I magistrati contabili, al termine di una lunga Camera di Consiglio, hanno bloccato l’iter amministrativo dell’opera, rilevando criticità giuridiche e procedurali. Una scelta che, pur non impedendo formalmente al Governo di proseguire, rappresenta un duro colpo per uno dei progetti simbolo dell’esecutivo guidato da Giorgia Meloni e dal vicepremier Matteo Salvini.

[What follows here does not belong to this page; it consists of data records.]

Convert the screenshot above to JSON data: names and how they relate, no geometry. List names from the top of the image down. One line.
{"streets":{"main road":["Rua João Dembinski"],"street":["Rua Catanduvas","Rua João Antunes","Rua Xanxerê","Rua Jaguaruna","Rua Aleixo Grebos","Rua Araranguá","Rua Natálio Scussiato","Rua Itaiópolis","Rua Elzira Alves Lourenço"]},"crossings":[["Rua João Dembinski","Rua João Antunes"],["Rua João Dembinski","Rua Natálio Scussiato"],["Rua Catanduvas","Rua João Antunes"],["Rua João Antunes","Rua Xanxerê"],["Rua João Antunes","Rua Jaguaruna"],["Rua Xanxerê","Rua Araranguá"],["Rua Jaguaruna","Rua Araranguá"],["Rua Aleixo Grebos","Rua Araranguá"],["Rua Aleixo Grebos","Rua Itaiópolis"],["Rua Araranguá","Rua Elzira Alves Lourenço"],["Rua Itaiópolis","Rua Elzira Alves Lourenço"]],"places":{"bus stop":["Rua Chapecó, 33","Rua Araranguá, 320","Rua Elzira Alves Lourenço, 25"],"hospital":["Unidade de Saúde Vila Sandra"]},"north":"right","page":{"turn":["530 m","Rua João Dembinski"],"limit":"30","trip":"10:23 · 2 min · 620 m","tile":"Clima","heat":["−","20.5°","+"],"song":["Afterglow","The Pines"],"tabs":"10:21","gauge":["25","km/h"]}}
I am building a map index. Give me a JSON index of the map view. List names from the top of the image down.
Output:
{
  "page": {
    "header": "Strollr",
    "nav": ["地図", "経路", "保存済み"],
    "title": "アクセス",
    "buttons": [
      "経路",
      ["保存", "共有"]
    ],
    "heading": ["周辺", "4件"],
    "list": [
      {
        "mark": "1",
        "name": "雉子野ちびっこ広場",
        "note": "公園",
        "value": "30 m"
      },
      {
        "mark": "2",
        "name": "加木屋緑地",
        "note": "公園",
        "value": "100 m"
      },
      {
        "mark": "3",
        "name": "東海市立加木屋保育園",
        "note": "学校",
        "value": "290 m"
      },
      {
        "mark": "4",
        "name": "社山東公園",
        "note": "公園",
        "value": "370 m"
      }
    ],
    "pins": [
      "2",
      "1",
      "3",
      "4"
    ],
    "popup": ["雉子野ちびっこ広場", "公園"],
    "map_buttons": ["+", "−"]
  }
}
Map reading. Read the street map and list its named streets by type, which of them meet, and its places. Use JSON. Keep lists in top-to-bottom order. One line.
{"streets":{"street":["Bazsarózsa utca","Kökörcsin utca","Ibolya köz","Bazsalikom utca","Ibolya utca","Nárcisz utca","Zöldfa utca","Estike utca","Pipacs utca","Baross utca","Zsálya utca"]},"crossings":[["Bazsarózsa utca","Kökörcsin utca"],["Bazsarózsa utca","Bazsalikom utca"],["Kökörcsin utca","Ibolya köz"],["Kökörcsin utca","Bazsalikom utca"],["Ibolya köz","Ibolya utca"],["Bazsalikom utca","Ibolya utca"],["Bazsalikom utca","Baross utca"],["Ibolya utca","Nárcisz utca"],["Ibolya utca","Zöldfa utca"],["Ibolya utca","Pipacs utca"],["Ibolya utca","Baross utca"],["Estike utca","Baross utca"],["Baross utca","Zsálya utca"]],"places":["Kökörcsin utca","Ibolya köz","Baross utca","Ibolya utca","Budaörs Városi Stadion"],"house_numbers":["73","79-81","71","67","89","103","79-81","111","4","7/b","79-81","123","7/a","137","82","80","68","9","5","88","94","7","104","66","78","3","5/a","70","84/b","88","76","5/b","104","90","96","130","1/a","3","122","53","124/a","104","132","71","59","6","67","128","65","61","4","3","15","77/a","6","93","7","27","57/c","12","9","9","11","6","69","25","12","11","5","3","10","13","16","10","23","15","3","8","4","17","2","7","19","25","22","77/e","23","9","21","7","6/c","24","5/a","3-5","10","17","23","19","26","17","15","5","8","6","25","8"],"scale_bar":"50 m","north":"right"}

Le reazioni non si sono fatte attendere. Duro il commento del senatore Nicola Irto, capogruppo del Partito Democratico in Commissione ambiente e infrastrutture al Senato:
“La Corte dei Conti ha fermato il Ponte sullo Stretto, ma la responsabilità è tutta del Governo che continua a scambiare la propaganda per politica e i proclami per atti amministrativi. La mancata approvazione della delibera CIPESS non è un cavillo tecnico, ma la prova che il progetto bandiera della destra è stato costruito in fretta, senza basi giuridiche solide e con una gestione delle risorse opaca. Meloni e Salvini hanno venduto agli italiani un’illusione, che si ferma alla prima verifica di legittimità”.
Irto parla di “fallimento politico e istituzionale”, accusando l’esecutivo di aver trasformato un tema complesso in uno strumento di propaganda elettorale.
Di segno opposto la posizione del presidente della Regione Calabria, Roberto Occhiuto, che difende a spada tratta l’iniziativa e attacca la decisione dei magistrati contabili: “Ha ragione il vicepremier Matteo Salvini: la decisione della Corte dei Conti è un grave danno per il Paese. Il Ponte sullo Stretto non è solo un’infrastruttura, ma un’occasione storica per la Calabria e la Sicilia. Il Sud vuole opportunità e sviluppo, non vincoli e rinvii. Trovo assurda la presa di posizione della Corte, ma sono certo che il Governo andrà avanti in un processo ormai non più reversibile”.